ZeRO by hand with a 4-parameter model

#distributedsystems #llm #machinelearning #ai

Note as of 2 Aug 2025, GMT+8 1am: Updated article to include activation checkpointing.

Table of Contents

Motivation
Why study ZeRO
Setup
Why make a copy of the model weights for optimizer states
Why do we have to make copies of the momentum and variance and not just recompute them on the fly?
Stage 1
Stage 2
Stage 3

Motivation

This article seeks to implement by hand the Zero Redundancy Optimizer (ZeRO). The goal is to build an intuition for how to implement fully sharded data parallelism to enable training at scale.

This article has been written with the assistance of Google Gemini 2.5 Pro, and with reference to Stanford CS336 lecture 7 on parallelism.

Why study ZeRO

ZeRO optimizes memory and improves training speed while increasing the model size that can be efficiently trained (source - ZeRO: Memory Optimizations Toward Training Trillion Parameter Models). This is done by sharding the model's parameters, gradients, and optimizer states across multiple GPUs, with minimal memory redundancy in data-parallel training. ZeRO is implemented in three stages:

Stage 1: Partitions the optimizer states across the data-parallel workers.
Stage 2: In addition to partitioning the optimizer states, this stage also partitions the gradients.
Stage 3: In addition to gradients and optimizer states, this stage also partitions the model parameters themselves.

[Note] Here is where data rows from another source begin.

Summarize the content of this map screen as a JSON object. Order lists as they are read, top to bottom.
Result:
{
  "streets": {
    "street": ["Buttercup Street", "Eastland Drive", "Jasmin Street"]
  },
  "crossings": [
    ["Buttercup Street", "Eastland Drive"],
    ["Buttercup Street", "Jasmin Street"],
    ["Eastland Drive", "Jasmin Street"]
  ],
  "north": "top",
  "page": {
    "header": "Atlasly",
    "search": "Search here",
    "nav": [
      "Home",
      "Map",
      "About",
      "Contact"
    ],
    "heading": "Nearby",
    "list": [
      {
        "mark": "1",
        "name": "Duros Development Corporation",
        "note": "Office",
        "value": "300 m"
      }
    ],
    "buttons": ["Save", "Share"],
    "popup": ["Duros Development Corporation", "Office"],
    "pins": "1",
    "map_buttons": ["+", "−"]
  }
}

The following diagram is lifted from the original ZeRO paper itself. Assuming only a relatively small model (by modern standard) of 7.5 billion parameters, we can expect 120 GB of memory consumption on each GPU. This far exceeds the 80GB VRAM on a H100. We can bring down the memory consumption per device to 31.4GB, 16.6GB, and finally 1.9GB with ZeRO stage 1, 2 and 3 respectively.

(source - ZeRO: Memory Optimizations Toward Training Trillion Parameter Models)

Setup

We assume the following setup:

Hardware: 2 GPUs (GPU0, GPU1)
Model: a tiny model with just 4 weights.
- W_fp16 = [w1, w2, w3, w4]: The low-precision (fp16) weights used for the fast forward and backward passes.
Optimizer States:
- W_fp32 = [w1_fp32, w2_fp32, w3_fp32, w4_fp32]: The high-precision (fp32) master copy of the weights.
- Momentum M and Variance V: Momentum M = [m1, m2, m3, m4] and Variance V = [v1, v2, v3, v4]. These are also in fp32.

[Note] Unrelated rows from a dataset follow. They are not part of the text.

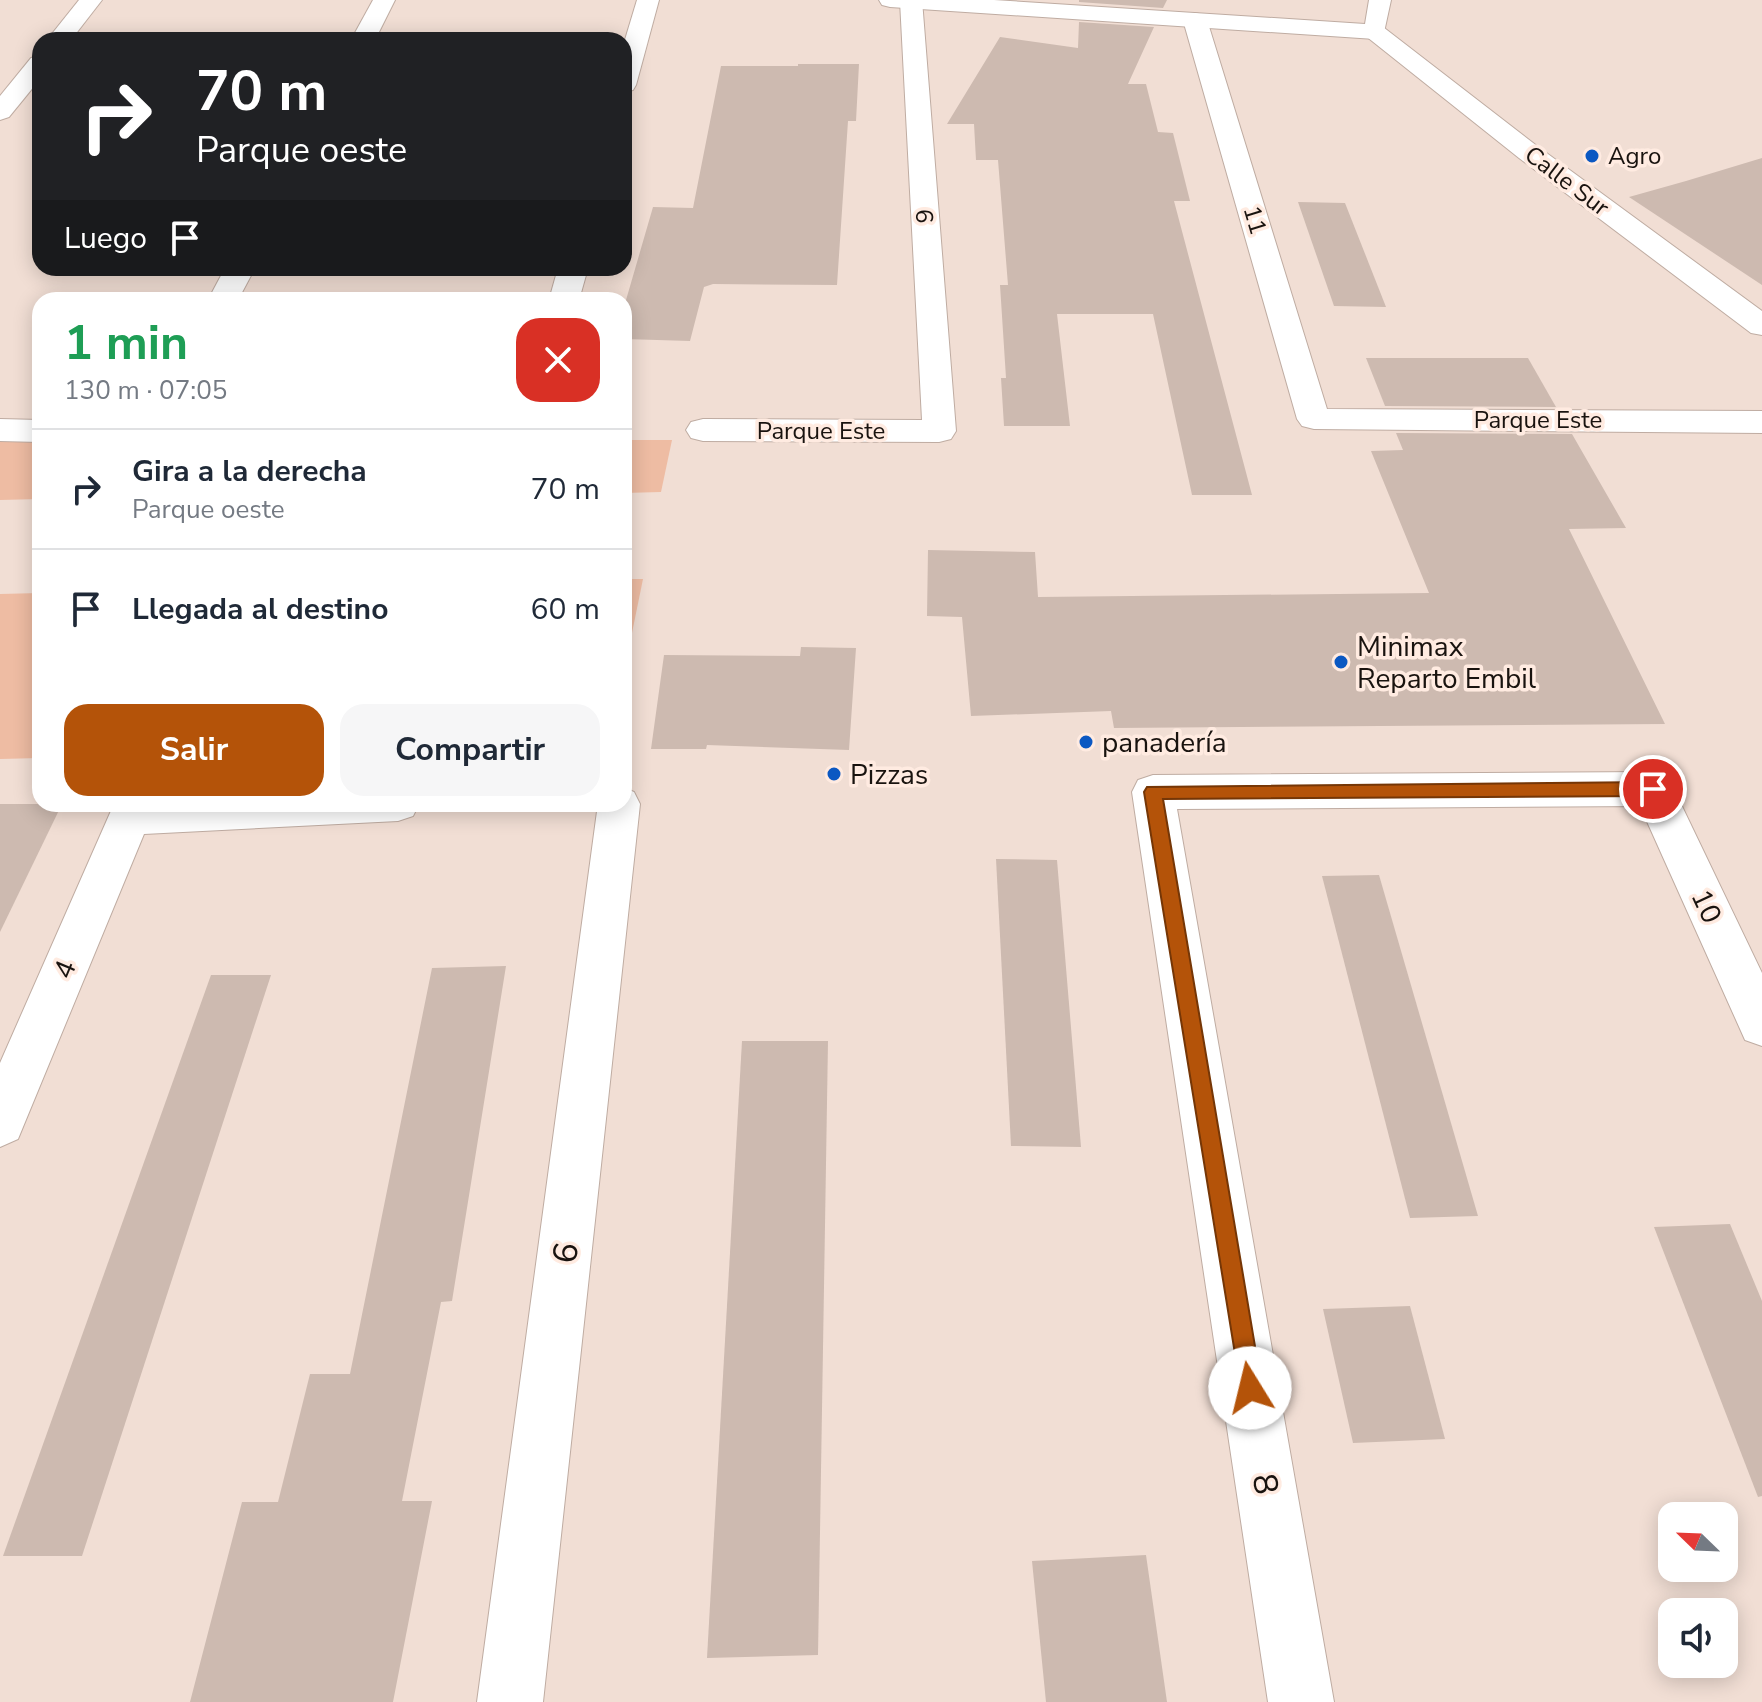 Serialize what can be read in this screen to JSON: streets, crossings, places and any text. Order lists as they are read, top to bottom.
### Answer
{
  "streets": {
    "street": [
      "Calle Sur",
      "9",
      "11",
      "Parque Este",
      "10",
      "4",
      "6",
      "8"
    ]
  },
  "crossings": [
    ["9", "Parque Este"],
    ["11", "Parque Este"],
    ["10", "8"]
  ],
  "places": [
    "Agro",
    "Minimax Reparto Embil",
    "panadería",
    "Pizzas"
  ],
  "north": "top left",
  "page": {
    "turn": ["70 m", "Parque oeste"],
    "then": "Luego",
    "heading": ["1 min", "130 m · 07:05"],
    "list": [
      {
        "name": "Gira a la derecha",
        "note": "Parque oeste",
        "value": "70 m"
      },
      {
        "name": "Llegada al destino",
        "value": "60 m"
      }
    ],
    "buttons": ["Salir", "Compartir"]
  }
}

Why make a copy of the model weights for optimizer states

The original fp16 weights are upcasted to fp32 and replicated for optimizer states for reducing rounding errors during training.

Let's say a gradient for a specific weight is very small. For example, gradient = 0.00001. The learning rate might also be small, say learning_rate = 0.001.

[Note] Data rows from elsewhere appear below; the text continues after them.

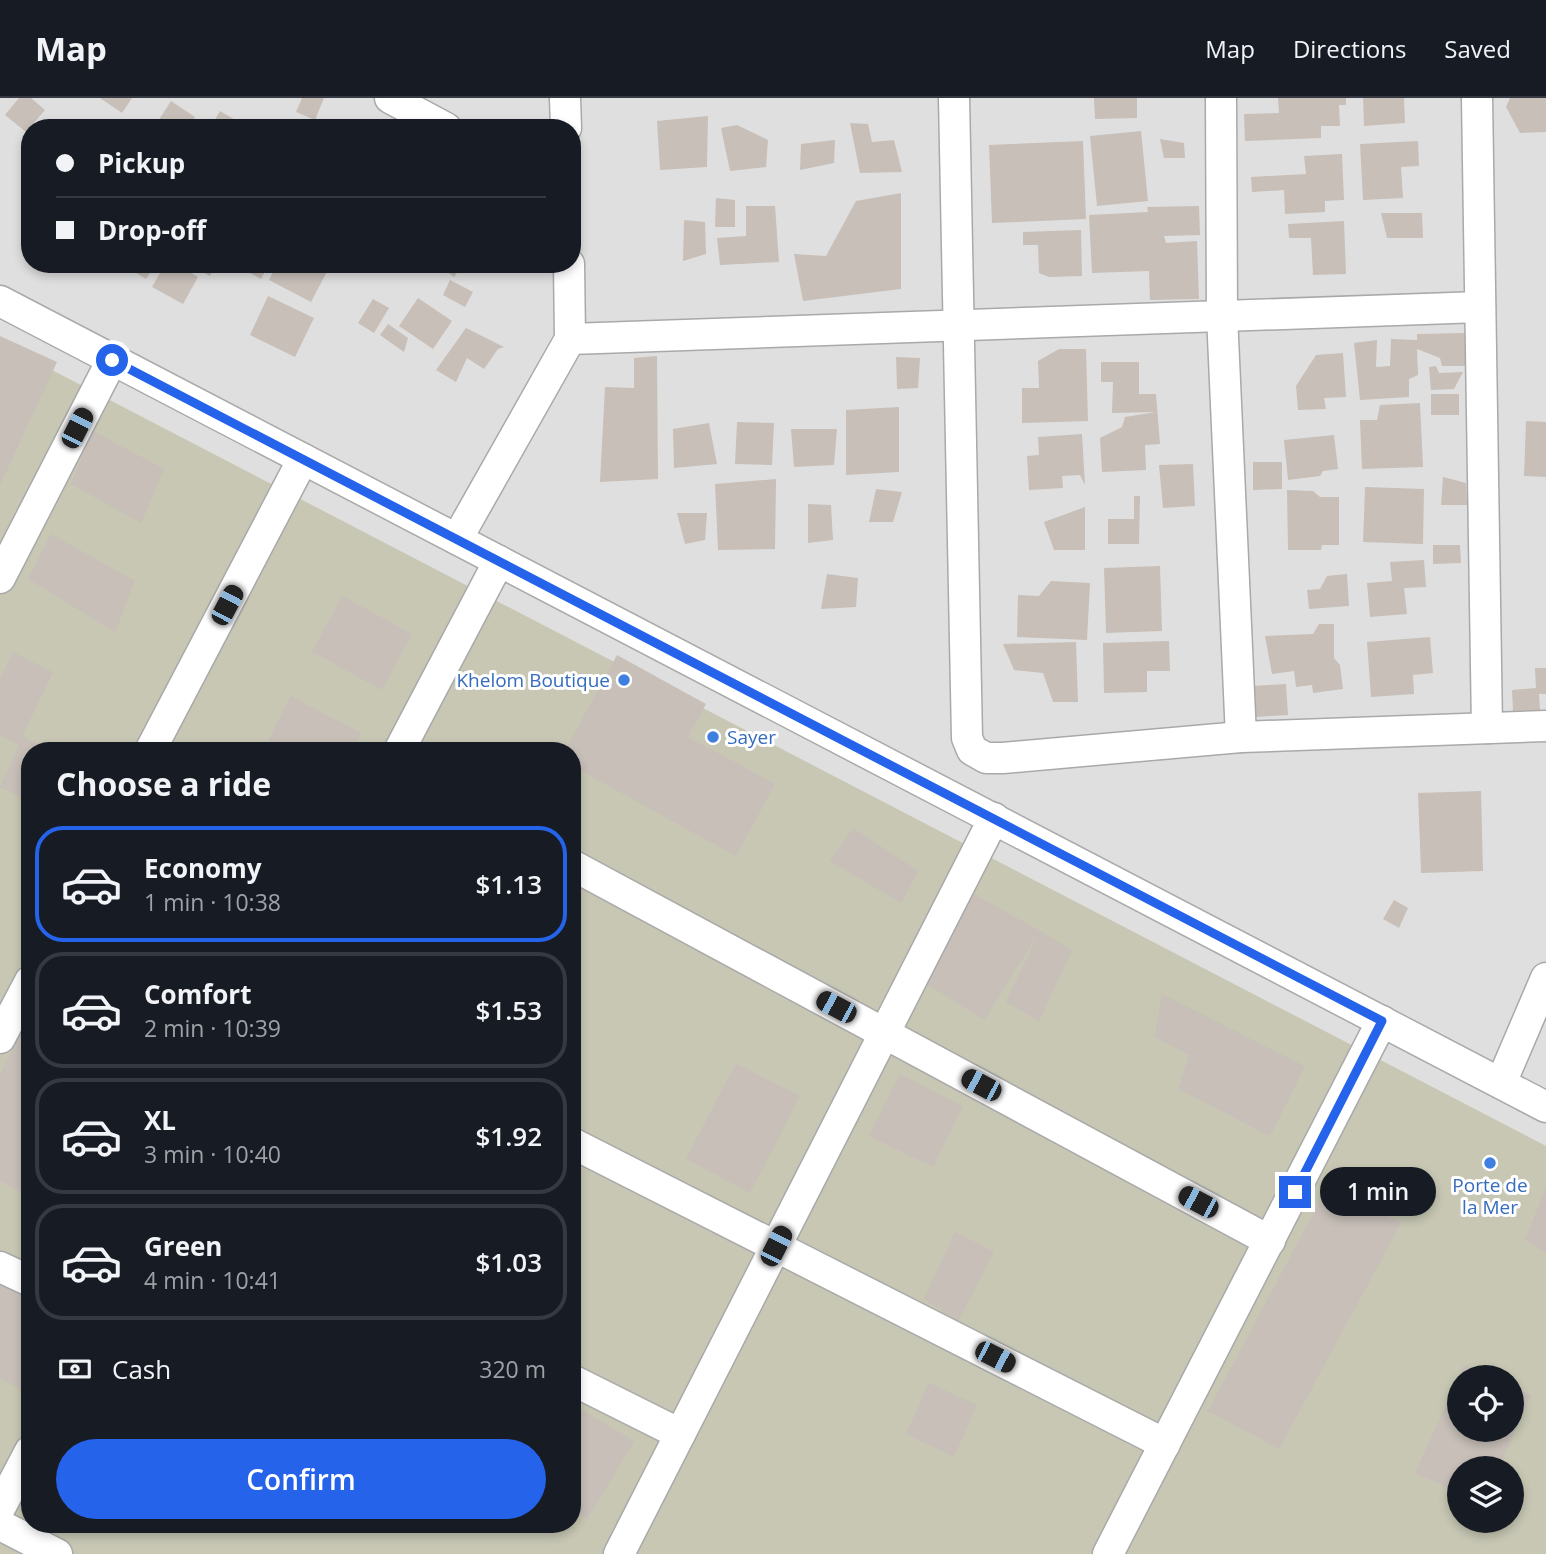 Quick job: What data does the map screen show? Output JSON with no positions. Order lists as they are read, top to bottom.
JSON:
{
  "places": ["Khelom Boutique", "Sayer", "Porte de la Mer"],
  "page": {
    "header": "Map",
    "nav": ["Map", "Directions", "Saved"],
    "banner": ["Pickup", "Drop-off"],
    "heading": "Choose a ride",
    "list": [
      {
        "name": "Economy",
        "note": "1 min · 10:38",
        "value": "$1.13"
      },
      {
        "name": "Comfort",
        "note": "2 min · 10:39",
        "value": "$1.53"
      },
      {
        "name": "XL",
        "note": "3 min · 10:40",
        "value": "$1.92"
      },
      {
        "name": "Green",
        "note": "4 min · 10:41",
        "value": "$1.03"
      }
    ],
    "bubble": "1 min",
    "pay": ["Cash", "320 m"],
    "buttons": "Confirm"
  }
}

The update to the weight would be learning_rate * gradient = 0.00000001.

In FP32 (32-bit): A 32-bit floating-point number has enough precision to represent this tiny update. You can add 0.00000001 to an existing weight and the value will actually change.
In FP16 (16-bit): A 16-bit float has much less precision. A number as small as 0.00000001 might be rounded down to zero. If you add zero to your FP16 weight, the weight does not change. The update is completely lost.

If this happens for many steps in a row, your model stops learning for that parameter.

Why do we have to make copies of the momentum and variance and not just recompute them on the fly?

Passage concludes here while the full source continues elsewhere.